### YOUR OBJECTIVE
Nothing but a number should be given: how many lines in the entries below include the string "content".

### RECORDS PROVIDED

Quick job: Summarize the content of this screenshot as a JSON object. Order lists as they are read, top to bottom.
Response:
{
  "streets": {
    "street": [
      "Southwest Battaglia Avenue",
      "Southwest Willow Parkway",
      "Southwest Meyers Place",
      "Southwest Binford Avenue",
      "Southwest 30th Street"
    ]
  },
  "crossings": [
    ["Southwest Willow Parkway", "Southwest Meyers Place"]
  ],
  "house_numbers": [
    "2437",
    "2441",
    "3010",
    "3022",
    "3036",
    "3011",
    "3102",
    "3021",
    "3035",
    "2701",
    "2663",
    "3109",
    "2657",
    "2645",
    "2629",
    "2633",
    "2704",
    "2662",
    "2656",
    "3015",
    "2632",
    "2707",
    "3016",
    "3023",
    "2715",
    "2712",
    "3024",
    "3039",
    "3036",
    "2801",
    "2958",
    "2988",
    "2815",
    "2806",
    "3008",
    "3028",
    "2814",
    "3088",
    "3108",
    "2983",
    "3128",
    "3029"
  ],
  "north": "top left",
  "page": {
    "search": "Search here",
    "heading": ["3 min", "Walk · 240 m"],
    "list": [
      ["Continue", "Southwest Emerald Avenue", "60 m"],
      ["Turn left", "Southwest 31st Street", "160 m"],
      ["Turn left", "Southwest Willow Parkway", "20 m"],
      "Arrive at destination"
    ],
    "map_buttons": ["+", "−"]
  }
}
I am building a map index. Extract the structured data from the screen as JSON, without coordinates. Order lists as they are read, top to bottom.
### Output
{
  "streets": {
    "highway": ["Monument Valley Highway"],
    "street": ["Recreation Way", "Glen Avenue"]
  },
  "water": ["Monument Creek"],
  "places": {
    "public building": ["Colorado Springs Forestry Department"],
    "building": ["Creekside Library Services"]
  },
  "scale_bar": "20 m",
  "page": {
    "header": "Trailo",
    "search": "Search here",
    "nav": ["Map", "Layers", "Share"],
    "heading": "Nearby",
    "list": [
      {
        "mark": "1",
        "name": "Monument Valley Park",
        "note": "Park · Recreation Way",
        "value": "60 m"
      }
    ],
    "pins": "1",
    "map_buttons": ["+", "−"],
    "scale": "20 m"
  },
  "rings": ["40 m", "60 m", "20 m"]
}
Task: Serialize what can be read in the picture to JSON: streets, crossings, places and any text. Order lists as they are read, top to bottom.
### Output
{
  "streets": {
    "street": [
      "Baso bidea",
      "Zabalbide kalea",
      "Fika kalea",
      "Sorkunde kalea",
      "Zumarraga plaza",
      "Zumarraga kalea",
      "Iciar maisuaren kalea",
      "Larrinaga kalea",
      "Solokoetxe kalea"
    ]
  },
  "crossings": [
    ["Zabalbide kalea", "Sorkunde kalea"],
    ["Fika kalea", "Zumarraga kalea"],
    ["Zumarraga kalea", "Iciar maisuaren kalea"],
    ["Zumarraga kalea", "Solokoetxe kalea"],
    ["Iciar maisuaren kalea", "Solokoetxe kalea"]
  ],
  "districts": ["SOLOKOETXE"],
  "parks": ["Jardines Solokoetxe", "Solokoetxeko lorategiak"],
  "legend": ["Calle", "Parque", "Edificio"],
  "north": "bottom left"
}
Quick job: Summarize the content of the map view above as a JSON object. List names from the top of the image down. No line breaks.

### ANSWER SECTION
2